What you have to do:
Tally the lines of the listing that contain the string "controls". Give the number and nothing else.

-- Opening Marker --

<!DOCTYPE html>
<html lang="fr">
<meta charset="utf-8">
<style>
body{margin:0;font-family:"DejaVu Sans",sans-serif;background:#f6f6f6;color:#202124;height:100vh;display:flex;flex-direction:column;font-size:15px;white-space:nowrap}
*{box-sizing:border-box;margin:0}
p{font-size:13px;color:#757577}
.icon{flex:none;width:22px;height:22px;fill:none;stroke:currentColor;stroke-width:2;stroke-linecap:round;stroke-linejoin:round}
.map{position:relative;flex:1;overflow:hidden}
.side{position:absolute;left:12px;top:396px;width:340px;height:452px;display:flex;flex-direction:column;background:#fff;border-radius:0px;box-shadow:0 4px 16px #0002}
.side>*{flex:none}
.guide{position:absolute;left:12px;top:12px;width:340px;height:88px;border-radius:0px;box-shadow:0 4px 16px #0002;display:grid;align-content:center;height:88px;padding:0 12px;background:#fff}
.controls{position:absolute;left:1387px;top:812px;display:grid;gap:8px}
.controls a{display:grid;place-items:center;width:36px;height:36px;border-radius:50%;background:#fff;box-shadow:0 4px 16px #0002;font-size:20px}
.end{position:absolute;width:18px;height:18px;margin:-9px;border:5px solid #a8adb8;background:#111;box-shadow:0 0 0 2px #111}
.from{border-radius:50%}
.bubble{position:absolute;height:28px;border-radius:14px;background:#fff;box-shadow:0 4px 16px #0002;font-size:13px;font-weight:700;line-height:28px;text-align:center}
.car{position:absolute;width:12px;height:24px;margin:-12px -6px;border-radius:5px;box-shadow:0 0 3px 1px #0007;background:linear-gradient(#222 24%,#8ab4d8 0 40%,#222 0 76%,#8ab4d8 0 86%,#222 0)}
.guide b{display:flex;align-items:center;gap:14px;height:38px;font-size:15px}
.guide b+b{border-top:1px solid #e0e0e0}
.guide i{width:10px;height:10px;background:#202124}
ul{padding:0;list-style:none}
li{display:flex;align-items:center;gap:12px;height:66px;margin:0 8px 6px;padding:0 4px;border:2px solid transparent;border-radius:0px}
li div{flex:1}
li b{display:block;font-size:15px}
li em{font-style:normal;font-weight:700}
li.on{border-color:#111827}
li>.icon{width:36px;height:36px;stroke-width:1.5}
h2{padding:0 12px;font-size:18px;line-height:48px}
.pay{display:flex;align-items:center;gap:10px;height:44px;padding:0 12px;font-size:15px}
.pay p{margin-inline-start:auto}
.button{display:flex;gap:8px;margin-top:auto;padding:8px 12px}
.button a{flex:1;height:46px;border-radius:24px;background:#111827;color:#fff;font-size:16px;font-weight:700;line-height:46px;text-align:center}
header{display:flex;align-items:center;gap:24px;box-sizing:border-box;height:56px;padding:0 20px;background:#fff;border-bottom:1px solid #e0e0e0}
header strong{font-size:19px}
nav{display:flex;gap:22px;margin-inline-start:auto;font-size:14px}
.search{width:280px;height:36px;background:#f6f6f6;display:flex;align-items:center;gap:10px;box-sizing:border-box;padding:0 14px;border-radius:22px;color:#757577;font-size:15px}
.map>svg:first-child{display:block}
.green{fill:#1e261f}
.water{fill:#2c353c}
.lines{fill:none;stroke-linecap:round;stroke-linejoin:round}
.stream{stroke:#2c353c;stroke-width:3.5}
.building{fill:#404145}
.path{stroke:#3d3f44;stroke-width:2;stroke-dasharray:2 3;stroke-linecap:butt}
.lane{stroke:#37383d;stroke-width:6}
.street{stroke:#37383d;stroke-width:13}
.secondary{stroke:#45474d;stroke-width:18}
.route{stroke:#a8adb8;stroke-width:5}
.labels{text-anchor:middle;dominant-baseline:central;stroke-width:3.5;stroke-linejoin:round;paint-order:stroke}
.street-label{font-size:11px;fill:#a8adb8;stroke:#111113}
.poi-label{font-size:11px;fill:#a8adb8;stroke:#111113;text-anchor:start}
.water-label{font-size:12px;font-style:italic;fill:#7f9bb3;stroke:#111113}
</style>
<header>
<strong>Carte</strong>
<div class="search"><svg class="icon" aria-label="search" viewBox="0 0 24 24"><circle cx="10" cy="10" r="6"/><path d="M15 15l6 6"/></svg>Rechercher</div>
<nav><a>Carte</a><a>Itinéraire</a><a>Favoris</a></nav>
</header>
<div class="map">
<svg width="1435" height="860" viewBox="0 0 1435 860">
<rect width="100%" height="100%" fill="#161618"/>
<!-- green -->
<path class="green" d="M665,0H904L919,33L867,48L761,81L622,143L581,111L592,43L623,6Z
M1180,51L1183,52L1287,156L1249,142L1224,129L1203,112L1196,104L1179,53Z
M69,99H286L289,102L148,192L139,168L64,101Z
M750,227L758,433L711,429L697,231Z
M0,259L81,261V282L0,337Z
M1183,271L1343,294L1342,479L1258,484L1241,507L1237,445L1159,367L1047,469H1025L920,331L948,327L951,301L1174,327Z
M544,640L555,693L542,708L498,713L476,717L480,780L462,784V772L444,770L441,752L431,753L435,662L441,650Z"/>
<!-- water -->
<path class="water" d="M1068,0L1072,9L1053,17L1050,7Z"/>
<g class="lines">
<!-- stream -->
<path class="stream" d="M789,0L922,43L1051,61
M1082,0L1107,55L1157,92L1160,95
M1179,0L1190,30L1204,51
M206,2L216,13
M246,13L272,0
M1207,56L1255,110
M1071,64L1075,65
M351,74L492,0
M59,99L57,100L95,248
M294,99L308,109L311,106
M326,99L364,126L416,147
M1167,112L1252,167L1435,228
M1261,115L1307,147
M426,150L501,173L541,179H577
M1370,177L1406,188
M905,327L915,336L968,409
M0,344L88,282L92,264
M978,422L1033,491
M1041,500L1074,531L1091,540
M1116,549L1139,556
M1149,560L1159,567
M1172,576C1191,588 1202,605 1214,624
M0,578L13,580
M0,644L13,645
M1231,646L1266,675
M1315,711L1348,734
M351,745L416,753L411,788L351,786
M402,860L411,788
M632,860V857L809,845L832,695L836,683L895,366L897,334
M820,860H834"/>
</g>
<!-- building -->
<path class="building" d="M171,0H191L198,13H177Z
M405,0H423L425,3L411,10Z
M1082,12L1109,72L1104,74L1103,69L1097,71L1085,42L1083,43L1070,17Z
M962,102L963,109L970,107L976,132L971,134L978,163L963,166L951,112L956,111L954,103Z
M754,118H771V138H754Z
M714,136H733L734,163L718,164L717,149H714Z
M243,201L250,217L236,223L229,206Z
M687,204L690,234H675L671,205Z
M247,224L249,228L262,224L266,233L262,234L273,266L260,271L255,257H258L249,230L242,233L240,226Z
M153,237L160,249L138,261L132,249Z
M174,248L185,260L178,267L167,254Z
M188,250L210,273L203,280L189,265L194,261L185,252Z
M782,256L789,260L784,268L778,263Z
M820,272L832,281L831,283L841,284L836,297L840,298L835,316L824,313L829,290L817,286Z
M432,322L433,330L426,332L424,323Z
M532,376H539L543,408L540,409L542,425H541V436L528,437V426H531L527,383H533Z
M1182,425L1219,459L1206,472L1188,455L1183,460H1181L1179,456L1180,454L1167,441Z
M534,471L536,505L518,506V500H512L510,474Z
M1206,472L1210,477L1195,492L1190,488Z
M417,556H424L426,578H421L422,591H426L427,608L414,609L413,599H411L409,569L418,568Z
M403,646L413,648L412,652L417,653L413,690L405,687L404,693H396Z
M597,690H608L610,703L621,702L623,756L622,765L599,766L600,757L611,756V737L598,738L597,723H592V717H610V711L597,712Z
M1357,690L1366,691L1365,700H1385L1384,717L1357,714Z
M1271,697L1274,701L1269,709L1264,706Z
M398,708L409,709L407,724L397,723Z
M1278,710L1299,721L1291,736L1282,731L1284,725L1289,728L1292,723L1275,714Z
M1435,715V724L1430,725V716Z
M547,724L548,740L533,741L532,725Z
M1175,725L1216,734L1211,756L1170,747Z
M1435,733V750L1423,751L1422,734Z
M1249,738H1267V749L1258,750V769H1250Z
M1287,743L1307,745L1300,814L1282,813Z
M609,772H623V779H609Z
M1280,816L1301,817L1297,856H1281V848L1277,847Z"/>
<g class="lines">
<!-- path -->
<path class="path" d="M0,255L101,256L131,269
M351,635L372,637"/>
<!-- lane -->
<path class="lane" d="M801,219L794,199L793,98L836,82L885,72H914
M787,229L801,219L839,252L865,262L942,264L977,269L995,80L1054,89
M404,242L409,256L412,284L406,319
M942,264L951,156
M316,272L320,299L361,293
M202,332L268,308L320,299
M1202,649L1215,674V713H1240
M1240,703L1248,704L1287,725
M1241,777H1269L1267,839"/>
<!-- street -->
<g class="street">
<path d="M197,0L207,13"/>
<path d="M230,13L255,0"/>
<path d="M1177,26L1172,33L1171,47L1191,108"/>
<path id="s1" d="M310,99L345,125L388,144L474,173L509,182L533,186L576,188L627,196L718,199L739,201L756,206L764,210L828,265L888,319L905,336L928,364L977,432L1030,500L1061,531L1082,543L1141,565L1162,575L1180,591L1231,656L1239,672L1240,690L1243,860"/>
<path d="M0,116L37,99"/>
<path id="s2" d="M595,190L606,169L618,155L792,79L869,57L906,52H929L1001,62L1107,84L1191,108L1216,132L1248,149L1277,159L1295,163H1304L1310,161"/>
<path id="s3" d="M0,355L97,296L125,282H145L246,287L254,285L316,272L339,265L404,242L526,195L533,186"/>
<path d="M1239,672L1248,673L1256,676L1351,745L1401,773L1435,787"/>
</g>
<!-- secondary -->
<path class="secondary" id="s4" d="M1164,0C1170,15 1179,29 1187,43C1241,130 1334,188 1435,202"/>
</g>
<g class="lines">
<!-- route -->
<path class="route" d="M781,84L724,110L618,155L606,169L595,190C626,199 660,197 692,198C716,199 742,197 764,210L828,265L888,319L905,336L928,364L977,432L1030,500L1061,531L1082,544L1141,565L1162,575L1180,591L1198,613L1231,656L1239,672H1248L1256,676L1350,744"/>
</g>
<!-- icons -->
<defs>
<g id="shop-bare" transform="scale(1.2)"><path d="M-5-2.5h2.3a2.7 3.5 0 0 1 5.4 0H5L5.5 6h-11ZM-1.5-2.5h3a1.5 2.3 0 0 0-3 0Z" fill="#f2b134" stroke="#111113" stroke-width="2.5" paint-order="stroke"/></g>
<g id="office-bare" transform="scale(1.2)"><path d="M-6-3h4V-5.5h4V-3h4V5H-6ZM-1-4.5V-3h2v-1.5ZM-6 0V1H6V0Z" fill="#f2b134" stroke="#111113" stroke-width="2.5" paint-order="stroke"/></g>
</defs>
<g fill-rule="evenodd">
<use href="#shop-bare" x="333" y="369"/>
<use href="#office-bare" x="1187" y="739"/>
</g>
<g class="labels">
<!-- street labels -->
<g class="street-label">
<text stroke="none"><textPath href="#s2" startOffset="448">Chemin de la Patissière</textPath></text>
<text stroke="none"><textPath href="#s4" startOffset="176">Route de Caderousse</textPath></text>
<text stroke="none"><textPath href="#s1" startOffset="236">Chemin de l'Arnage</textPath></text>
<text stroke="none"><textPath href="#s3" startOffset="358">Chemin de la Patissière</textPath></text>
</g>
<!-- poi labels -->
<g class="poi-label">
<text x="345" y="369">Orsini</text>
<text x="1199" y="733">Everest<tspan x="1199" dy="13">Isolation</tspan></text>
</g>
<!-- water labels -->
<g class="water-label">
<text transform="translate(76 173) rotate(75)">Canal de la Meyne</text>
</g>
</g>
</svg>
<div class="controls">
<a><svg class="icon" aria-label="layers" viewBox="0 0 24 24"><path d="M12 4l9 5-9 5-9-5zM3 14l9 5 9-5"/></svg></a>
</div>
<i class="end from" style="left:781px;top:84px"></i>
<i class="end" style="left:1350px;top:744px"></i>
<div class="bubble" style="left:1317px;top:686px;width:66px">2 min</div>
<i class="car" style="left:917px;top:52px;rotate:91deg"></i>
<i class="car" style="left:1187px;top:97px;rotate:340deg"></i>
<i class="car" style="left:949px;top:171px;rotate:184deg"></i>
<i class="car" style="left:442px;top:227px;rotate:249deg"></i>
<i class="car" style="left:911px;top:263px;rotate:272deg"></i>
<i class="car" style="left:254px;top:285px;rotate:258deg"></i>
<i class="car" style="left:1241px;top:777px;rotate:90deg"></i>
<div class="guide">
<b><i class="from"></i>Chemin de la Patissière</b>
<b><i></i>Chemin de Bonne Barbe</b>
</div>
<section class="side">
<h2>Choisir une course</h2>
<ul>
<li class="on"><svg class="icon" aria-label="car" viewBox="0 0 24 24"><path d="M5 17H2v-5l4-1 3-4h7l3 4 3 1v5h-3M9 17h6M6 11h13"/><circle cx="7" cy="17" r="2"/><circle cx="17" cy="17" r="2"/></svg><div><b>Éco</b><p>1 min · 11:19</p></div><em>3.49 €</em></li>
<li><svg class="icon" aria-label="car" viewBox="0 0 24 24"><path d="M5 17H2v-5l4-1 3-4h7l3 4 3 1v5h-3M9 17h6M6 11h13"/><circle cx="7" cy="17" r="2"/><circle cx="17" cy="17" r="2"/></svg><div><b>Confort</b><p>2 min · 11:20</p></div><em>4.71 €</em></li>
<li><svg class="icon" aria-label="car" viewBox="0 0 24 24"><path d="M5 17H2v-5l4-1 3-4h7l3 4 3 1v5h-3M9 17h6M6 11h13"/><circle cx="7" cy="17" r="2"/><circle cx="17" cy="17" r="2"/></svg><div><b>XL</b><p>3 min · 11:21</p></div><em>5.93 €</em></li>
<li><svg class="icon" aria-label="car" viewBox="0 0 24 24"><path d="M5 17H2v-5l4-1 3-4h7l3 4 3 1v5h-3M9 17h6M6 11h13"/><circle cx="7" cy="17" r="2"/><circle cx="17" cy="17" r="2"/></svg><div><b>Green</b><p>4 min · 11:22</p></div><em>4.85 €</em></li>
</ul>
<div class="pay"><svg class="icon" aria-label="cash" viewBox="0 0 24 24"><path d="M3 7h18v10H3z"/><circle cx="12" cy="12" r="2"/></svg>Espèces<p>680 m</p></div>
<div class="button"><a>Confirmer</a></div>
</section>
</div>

-- Closing Marker --

Written answer:
3